Aim of the exercise |
Search the records below for the string "function" and report only the number of lines that contain it.

Records supplied |
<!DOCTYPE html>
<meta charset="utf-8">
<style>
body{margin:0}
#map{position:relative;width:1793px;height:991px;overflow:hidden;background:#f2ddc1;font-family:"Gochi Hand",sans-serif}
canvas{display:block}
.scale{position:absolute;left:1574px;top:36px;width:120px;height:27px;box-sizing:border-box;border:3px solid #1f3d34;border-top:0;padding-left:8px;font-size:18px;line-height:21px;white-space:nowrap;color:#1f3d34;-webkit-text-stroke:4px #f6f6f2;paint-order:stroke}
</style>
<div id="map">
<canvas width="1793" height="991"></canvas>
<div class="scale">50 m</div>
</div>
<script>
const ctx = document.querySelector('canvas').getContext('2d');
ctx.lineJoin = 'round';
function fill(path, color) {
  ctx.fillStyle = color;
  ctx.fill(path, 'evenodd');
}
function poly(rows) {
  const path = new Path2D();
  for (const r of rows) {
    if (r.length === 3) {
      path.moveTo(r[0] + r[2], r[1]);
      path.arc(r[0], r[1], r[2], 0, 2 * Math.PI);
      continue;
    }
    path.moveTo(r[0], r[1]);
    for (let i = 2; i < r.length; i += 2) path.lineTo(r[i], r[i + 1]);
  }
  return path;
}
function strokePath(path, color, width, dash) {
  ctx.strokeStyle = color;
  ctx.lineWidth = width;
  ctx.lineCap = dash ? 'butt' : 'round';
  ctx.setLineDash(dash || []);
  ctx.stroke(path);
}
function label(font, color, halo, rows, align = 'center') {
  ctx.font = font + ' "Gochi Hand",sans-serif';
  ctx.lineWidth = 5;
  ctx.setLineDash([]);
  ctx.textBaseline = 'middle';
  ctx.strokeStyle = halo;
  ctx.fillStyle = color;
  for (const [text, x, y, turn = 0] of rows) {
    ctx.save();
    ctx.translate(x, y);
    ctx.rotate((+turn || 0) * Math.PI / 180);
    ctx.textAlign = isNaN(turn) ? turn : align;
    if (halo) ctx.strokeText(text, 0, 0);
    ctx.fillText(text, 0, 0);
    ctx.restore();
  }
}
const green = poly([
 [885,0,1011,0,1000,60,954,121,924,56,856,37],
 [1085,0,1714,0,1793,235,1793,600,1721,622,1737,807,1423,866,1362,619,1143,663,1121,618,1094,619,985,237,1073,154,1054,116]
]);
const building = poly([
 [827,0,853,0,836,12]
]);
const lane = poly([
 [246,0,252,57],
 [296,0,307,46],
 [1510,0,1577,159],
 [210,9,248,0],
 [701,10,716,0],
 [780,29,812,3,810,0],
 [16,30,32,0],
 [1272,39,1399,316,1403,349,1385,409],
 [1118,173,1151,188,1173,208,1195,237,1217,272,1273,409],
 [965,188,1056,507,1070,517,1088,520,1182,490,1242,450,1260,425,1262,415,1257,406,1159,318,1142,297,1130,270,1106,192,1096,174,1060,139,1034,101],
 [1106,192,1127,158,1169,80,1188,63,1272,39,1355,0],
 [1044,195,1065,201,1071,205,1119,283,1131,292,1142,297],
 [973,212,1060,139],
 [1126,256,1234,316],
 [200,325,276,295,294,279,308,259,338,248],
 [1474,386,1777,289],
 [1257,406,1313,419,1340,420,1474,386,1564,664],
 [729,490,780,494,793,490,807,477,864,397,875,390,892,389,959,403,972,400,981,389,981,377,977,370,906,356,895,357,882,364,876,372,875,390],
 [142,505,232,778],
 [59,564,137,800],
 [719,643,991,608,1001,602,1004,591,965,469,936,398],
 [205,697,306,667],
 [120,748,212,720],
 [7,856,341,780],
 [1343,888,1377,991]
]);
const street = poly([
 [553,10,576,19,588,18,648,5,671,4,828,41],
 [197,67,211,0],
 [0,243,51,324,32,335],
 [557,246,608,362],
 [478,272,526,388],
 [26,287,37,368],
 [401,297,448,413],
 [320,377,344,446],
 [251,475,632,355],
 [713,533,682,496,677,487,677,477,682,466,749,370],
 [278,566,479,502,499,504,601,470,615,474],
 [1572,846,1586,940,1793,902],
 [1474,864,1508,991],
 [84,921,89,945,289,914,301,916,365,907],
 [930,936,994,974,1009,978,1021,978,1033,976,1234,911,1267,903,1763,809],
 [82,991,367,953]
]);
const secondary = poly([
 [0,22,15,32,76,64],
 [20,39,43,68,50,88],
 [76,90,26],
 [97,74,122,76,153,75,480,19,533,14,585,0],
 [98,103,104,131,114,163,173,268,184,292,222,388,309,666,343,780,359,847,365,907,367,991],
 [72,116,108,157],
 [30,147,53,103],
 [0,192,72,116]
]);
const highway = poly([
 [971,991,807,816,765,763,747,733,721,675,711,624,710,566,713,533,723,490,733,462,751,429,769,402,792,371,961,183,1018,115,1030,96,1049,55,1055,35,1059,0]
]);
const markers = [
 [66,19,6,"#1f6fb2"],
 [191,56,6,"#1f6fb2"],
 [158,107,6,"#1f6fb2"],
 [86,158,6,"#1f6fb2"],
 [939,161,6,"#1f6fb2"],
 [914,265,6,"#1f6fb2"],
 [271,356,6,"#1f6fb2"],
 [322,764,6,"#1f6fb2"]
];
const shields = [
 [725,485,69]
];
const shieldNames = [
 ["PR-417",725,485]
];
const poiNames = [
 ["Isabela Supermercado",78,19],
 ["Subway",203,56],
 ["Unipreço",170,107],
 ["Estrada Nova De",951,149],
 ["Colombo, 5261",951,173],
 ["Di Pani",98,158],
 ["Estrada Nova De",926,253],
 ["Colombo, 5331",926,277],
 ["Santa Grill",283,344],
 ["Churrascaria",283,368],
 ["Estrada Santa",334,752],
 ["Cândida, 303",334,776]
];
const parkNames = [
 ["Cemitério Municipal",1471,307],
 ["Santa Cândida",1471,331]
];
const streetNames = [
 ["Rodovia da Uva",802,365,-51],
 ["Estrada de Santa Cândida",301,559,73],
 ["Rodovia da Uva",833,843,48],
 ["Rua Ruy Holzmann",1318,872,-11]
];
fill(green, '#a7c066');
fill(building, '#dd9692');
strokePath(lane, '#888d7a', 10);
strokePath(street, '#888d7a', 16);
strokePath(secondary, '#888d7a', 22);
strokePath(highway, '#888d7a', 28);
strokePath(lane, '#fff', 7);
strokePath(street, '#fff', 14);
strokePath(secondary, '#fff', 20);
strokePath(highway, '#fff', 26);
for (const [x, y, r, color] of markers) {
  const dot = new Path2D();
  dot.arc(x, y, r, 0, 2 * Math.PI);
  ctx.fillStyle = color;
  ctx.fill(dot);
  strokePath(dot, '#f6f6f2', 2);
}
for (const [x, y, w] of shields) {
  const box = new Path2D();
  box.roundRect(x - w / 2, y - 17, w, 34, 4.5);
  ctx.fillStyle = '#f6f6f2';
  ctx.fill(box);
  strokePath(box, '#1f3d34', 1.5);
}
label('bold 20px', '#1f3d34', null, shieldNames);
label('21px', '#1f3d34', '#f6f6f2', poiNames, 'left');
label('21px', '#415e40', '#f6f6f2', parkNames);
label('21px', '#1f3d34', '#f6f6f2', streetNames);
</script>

Response for this exercise |
4